If the cat responds well to treatment, in some cases, the kittens may be gradually allowed to nurse again. If your cat has had eclampsia, be sure to consult with your veterinarian before allowing the kittens to nurse again.
Prevention of eclampsia
Over-supplementation of calcium during pregnancy may increase the risk of eclampsia. There is a complex way the body maintains the proper amount of calcium in the blood. The body is constantly adding calcium to bones and then removing it, as needed. This is regulated by a hormone produced by the parathyroid gland, called parathyroid hormone. If a cat receives large amounts of calcium during pregnancy, her body's production of parathyroid hormone greatly decreases. When the cat suddenly needs large amounts of calcium for milk production, the system is not ready to start removing it from the bone. This is because it takes some time for the parathyroid gland to start producing the hormone again. Because of the lack in parathyroid hormone, the blood calcium level suddenly drops, and produces the signs of eclampsia.

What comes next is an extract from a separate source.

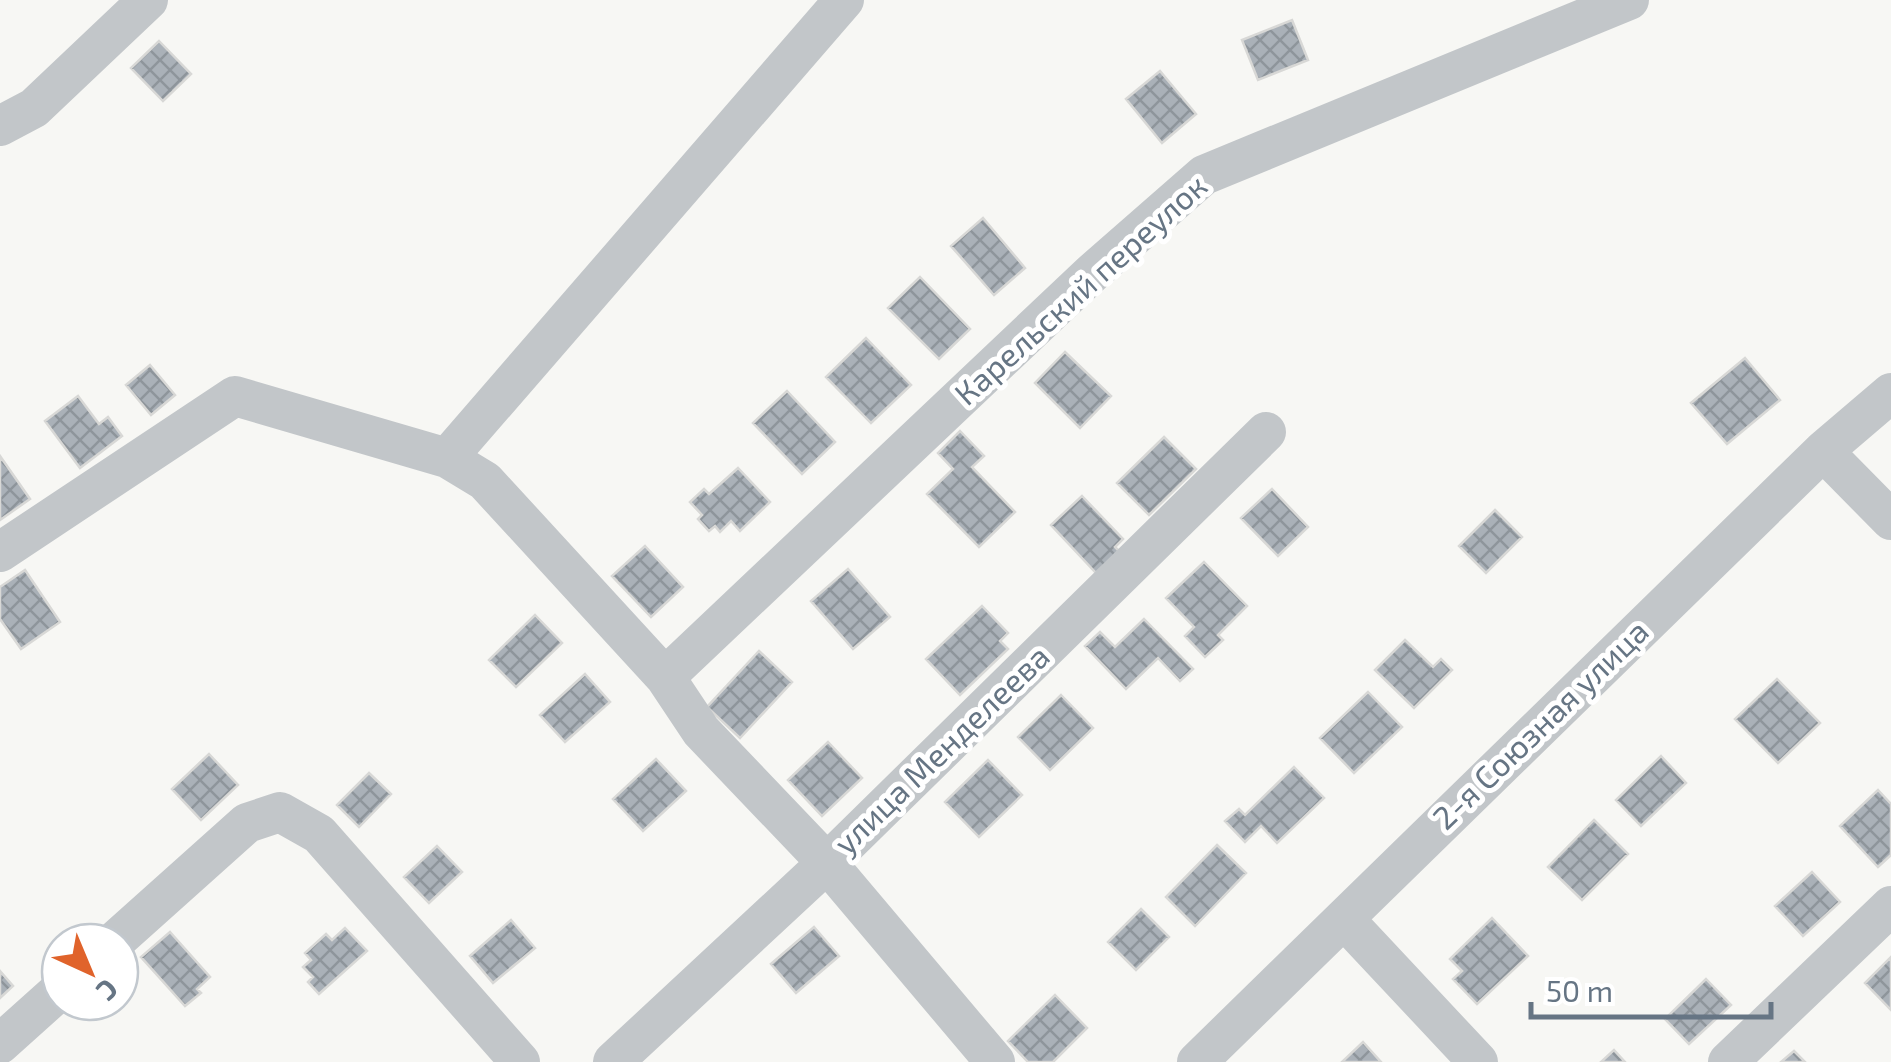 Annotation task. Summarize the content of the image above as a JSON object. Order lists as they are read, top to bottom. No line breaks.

So, adequate amounts of calcium need to be given during pregnancy, but not enough to slow down the production of parathyroid hormone. This means calcium supplements are generally not recommended. Also, it is important for the calcium and phosphorus in the diet to be at the correct ratio of 1:1 (i.e.; 1 part calcium to 1 part phosphorus). Vitamin D must also be present in adequate amounts.
Once a female cat has had milk fever, there may be an increased chance that she will also have it with future litters. Be sure to work closely with your veterinarian if your cat has had eclampsia in the past and is pregnant again.
In conclusion, it is of great importance for owners of pregnant or nursing cats to be able to recognize the signs of eclampsia. If you feel your female is showing these signs, remove the kittens to prevent further nursing and seek veterinary assistance at once.